◆ Exercise goal: Both ends included, restate word for word the lines from the first line of the listing through the line containing "77px,1087px 89px,1079px 149px,1062px". Leave the pictures out.

---*---

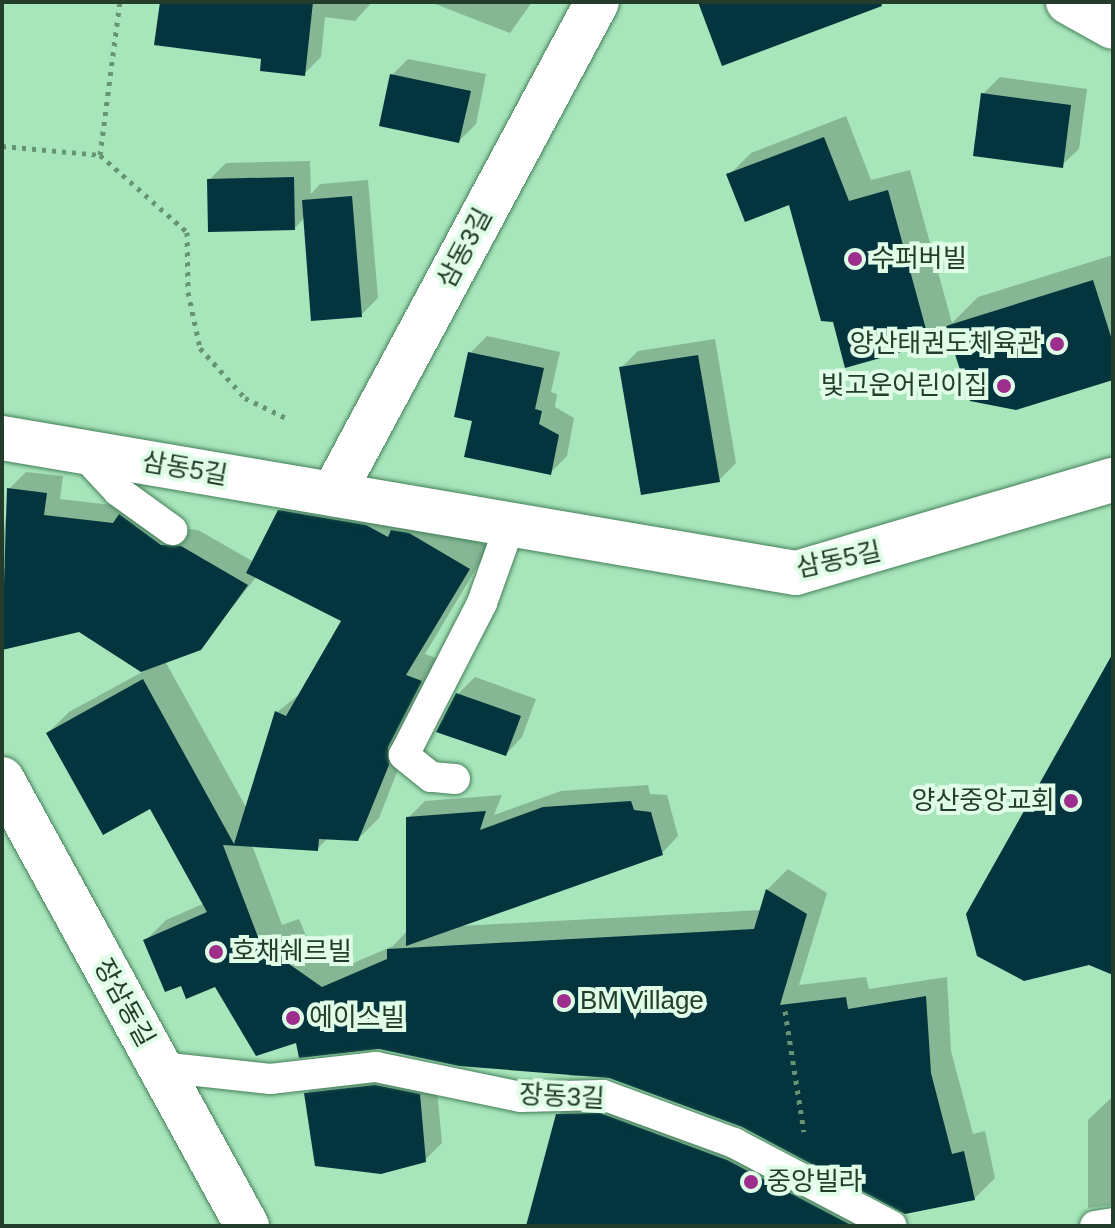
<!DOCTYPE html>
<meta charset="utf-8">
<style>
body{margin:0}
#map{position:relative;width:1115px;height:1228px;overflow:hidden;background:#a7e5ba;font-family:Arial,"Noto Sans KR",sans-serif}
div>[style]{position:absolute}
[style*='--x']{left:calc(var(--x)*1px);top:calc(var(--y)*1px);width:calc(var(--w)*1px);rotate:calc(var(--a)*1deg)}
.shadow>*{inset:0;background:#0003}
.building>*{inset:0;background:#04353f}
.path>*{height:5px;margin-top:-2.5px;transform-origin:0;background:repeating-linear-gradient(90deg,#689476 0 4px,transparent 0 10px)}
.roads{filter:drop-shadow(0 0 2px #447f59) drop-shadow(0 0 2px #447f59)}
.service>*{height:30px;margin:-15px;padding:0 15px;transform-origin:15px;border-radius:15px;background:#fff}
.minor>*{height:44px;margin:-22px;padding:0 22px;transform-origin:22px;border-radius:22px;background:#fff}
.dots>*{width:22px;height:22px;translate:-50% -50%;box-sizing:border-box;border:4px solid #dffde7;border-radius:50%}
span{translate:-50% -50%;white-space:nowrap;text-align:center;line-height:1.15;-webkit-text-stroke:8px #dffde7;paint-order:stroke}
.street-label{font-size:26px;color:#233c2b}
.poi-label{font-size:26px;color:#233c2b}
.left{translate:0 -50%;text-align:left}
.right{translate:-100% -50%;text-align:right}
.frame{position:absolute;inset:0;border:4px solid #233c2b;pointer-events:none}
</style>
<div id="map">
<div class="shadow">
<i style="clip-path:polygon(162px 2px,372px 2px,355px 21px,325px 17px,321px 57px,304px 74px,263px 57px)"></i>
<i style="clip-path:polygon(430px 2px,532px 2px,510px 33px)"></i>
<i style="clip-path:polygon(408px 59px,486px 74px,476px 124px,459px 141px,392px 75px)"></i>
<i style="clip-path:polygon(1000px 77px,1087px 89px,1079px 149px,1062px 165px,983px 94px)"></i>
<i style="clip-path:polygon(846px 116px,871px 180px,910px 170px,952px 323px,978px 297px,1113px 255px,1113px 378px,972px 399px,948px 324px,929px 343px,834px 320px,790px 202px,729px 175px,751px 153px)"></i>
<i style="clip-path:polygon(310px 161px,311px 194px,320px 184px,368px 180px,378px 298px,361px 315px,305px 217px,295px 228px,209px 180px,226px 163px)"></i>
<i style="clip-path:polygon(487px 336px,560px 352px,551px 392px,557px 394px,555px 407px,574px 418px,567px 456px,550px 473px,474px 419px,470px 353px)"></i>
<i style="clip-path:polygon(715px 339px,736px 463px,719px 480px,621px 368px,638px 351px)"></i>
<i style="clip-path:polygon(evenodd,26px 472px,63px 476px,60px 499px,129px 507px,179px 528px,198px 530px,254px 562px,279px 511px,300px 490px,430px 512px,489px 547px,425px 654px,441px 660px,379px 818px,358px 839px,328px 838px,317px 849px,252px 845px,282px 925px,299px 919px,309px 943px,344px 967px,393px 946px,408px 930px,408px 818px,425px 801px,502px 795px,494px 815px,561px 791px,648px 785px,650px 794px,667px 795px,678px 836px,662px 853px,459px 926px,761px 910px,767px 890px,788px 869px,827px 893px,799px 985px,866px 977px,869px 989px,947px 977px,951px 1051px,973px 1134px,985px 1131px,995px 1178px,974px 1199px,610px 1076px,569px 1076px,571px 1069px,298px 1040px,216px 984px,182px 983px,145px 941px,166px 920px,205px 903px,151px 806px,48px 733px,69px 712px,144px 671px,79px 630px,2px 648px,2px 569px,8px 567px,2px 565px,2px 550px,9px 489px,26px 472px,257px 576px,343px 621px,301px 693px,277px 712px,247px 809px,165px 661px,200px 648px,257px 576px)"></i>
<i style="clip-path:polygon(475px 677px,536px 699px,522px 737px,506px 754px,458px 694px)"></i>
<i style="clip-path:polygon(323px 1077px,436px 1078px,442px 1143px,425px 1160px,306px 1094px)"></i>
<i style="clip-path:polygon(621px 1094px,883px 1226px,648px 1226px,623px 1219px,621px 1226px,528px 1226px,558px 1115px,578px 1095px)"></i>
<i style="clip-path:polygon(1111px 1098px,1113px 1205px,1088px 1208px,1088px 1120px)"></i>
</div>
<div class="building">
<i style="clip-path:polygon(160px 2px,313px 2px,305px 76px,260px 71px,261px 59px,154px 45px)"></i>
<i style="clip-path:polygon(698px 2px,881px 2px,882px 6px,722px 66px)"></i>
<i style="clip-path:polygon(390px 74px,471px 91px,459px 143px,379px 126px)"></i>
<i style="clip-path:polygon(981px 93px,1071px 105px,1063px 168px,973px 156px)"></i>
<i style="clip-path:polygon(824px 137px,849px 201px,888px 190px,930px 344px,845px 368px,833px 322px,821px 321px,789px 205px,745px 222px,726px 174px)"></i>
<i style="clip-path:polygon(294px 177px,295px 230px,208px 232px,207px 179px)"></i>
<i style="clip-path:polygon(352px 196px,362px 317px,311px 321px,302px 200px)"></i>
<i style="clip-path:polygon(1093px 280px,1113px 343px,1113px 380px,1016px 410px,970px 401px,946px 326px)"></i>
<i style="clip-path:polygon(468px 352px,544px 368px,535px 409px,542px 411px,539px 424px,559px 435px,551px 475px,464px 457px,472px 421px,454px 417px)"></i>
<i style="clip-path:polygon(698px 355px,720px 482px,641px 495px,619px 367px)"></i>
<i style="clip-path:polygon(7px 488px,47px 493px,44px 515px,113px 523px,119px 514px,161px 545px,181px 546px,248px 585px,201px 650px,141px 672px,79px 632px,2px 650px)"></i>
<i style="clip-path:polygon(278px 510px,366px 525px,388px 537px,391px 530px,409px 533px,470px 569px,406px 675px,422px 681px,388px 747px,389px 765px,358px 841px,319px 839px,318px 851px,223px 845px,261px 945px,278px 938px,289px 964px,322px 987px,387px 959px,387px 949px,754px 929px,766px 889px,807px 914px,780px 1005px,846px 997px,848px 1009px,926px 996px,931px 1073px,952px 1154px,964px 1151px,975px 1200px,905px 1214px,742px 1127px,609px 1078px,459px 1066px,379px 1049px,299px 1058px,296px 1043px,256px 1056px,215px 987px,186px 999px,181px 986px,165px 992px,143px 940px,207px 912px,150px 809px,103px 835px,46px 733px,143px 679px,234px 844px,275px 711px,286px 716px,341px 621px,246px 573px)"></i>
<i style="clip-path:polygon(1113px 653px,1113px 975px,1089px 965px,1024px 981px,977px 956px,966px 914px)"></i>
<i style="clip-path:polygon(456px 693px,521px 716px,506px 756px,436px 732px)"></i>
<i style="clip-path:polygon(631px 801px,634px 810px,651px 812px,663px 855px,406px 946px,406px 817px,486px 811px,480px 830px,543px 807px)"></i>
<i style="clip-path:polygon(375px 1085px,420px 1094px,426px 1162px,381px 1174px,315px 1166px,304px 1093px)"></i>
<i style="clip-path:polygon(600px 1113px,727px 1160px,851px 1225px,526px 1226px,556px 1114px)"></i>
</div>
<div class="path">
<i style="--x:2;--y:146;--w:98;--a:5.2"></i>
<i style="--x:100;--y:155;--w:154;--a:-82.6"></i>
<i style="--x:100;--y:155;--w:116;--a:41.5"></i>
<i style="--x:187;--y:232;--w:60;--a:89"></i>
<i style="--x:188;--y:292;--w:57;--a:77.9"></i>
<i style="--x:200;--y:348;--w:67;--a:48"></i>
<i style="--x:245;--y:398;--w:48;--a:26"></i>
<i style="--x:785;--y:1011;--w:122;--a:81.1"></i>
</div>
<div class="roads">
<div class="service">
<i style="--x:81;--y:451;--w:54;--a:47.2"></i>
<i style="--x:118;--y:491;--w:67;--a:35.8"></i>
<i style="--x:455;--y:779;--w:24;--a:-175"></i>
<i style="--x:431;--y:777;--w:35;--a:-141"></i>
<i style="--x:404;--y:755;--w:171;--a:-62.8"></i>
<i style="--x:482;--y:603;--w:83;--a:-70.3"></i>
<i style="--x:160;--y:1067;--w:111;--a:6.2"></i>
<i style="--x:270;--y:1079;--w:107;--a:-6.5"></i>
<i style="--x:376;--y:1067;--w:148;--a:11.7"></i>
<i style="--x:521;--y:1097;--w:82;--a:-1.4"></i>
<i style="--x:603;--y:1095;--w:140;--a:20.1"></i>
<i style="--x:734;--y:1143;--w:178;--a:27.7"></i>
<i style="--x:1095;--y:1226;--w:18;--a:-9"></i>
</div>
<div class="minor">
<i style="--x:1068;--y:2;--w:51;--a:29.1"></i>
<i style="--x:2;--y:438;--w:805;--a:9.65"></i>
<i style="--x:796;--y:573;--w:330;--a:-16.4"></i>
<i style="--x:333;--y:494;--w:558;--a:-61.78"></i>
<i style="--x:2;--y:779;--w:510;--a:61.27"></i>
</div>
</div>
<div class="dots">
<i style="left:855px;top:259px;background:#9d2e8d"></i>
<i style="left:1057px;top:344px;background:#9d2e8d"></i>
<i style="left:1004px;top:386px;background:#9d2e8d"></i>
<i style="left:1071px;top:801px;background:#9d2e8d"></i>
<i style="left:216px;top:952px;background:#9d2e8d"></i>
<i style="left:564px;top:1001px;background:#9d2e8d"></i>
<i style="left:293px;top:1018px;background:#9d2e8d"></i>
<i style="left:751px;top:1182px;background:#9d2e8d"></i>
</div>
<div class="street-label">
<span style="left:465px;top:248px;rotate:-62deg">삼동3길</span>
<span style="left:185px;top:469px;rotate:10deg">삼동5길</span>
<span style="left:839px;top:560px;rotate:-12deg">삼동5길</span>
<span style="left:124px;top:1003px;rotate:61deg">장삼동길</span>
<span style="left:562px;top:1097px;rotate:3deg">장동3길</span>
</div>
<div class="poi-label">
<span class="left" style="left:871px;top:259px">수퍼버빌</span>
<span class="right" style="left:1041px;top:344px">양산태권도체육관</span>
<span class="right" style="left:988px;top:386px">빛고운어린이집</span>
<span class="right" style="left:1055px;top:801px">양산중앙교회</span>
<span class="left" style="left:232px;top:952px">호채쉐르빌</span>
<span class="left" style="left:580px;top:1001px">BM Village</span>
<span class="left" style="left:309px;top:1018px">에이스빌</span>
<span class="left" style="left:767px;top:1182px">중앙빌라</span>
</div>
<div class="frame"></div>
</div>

---*---

◆ Response to this exercise:
<!DOCTYPE html>
<meta charset="utf-8">
<style>
body{margin:0}
#map{position:relative;width:1115px;height:1228px;overflow:hidden;background:#a7e5ba;font-family:Arial,"Noto Sans KR",sans-serif}
div>[style]{position:absolute}
[style*='--x']{left:calc(var(--x)*1px);top:calc(var(--y)*1px);width:calc(var(--w)*1px);rotate:calc(var(--a)*1deg)}
.shadow>*{inset:0;background:#0003}
.building>*{inset:0;background:#04353f}
.path>*{height:5px;margin-top:-2.5px;transform-origin:0;background:repeating-linear-gradient(90deg,#689476 0 4px,transparent 0 10px)}
.roads{filter:drop-shadow(0 0 2px #447f59) drop-shadow(0 0 2px #447f59)}
.service>*{height:30px;margin:-15px;padding:0 15px;transform-origin:15px;border-radius:15px;background:#fff}
.minor>*{height:44px;margin:-22px;padding:0 22px;transform-origin:22px;border-radius:22px;background:#fff}
.dots>*{width:22px;height:22px;translate:-50% -50%;box-sizing:border-box;border:4px solid #dffde7;border-radius:50%}
span{translate:-50% -50%;white-space:nowrap;text-align:center;line-height:1.15;-webkit-text-stroke:8px #dffde7;paint-order:stroke}
.street-label{font-size:26px;color:#233c2b}
.poi-label{font-size:26px;color:#233c2b}
.left{translate:0 -50%;text-align:left}
.right{translate:-100% -50%;text-align:right}
.frame{position:absolute;inset:0;border:4px solid #233c2b;pointer-events:none}
</style>
<div id="map">
<div class="shadow">
<i style="clip-path:polygon(162px 2px,372px 2px,355px 21px,325px 17px,321px 57px,304px 74px,263px 57px)"></i>
<i style="clip-path:polygon(430px 2px,532px 2px,510px 33px)"></i>
<i style="clip-path:polygon(408px 59px,486px 74px,476px 124px,459px 141px,392px 75px)"></i>
<i style="clip-path:polygon(1000px 77px,1087px 89px,1079px 149px,1062px 165px,983px 94px)"></i>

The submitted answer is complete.